(Task requirements) Track down each line below containing the string "JSON" and copy it.

|---|

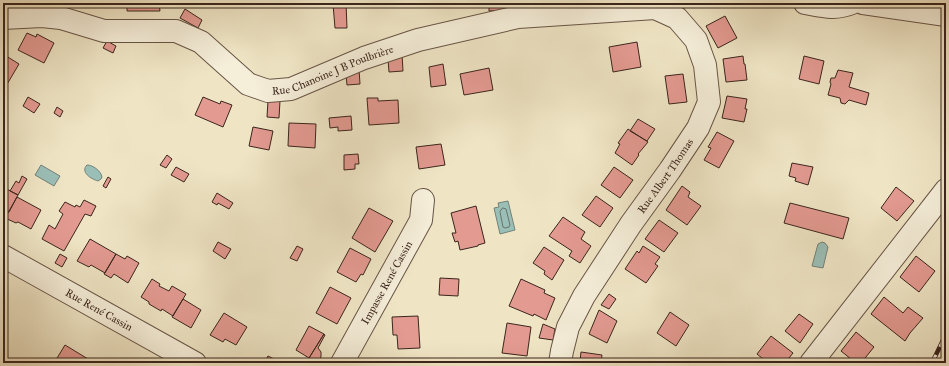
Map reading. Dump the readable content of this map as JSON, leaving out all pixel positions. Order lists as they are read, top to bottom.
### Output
{
  "streets": {
    "street": [
      "Rue Chanoine J B Poulbrière",
      "Rue Albert Thomas",
      "Impasse René Cassin",
      "Rue René Cassin"
    ]
  },
  "crossings": [
    ["Rue Chanoine J B Poulbrière", "Rue Albert Thomas"]
  ]
}
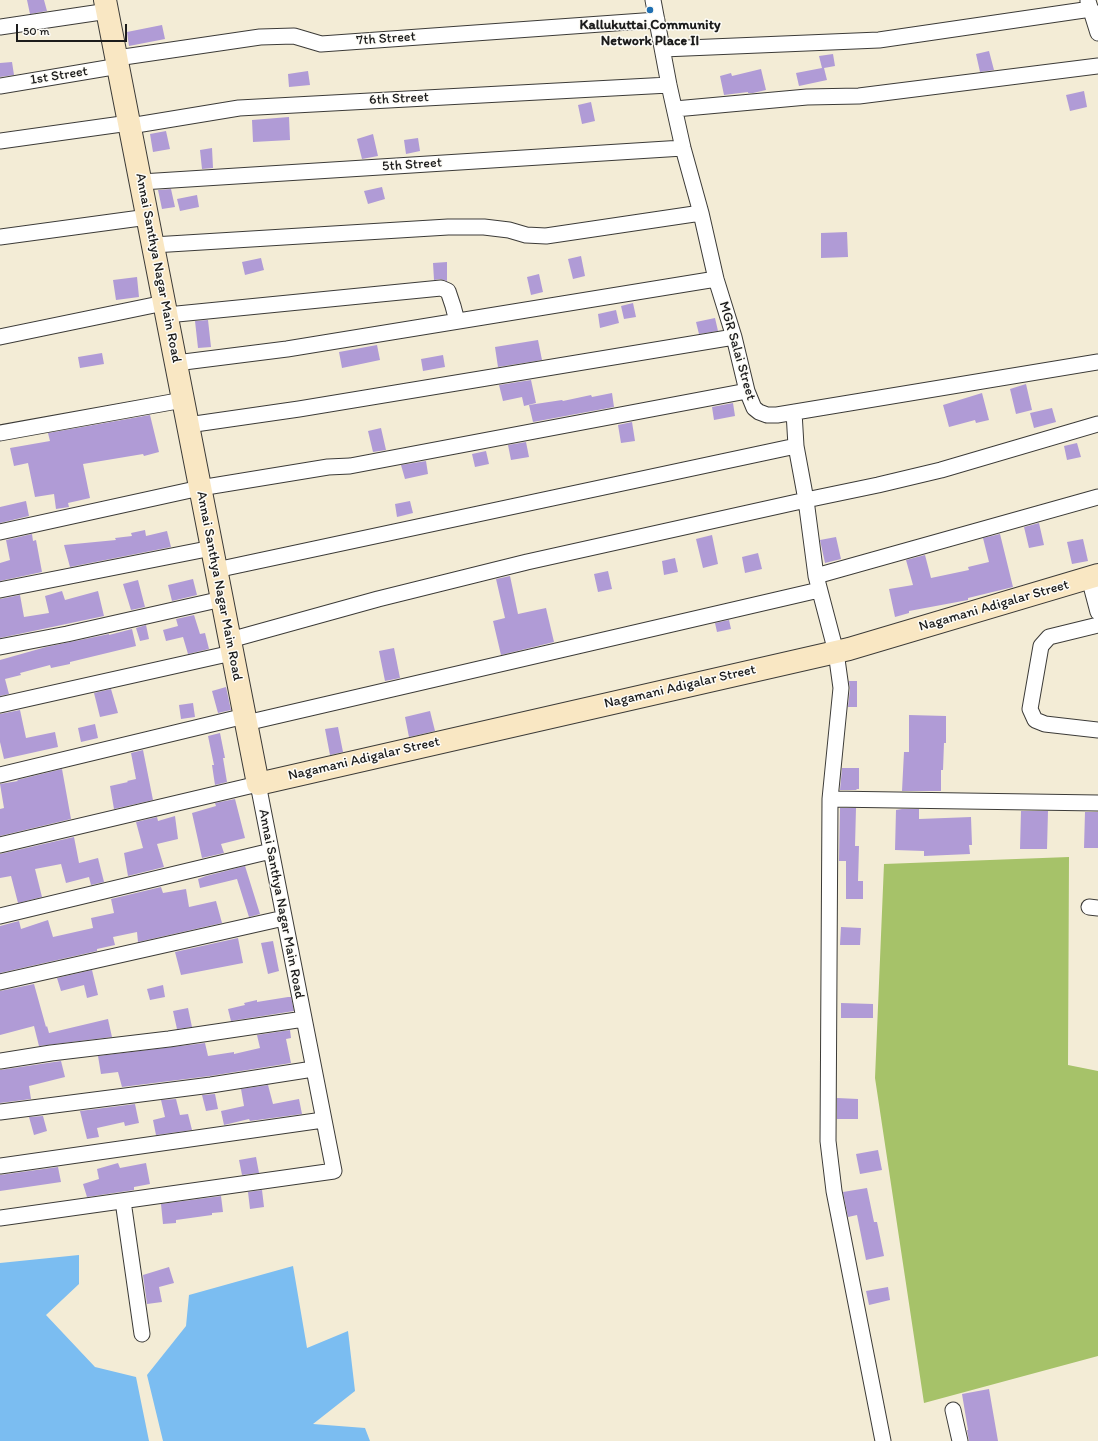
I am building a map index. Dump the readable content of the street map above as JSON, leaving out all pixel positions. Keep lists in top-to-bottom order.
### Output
{
  "streets": {
    "street": [
      "7th Street",
      "1st Street",
      "6th Street",
      "5th Street",
      "Annai Santhya Nagar Main Road",
      "MGR Salai Street",
      "Nagamani Adigalar Street"
    ]
  },
  "crossings": [
    ["7th Street", "1st Street"],
    ["7th Street", "Annai Santhya Nagar Main Road"],
    ["7th Street", "MGR Salai Street"],
    ["1st Street", "Annai Santhya Nagar Main Road"],
    ["6th Street", "Annai Santhya Nagar Main Road"],
    ["6th Street", "MGR Salai Street"],
    ["5th Street", "Annai Santhya Nagar Main Road"],
    ["5th Street", "MGR Salai Street"],
    ["Annai Santhya Nagar Main Road", "Nagamani Adigalar Street"]
  ],
  "places": ["Kallukuttai Community Network Place II"],
  "scale_bar": "50 m"
}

|---|

(Expected output)
Map reading. Dump the readable content of this map as JSON, leaving out all pixel positions. Order lists as they are read, top to bottom.
I am building a map index. Dump the readable content of the street map above as JSON, leaving out all pixel positions. Keep lists in top-to-bottom order.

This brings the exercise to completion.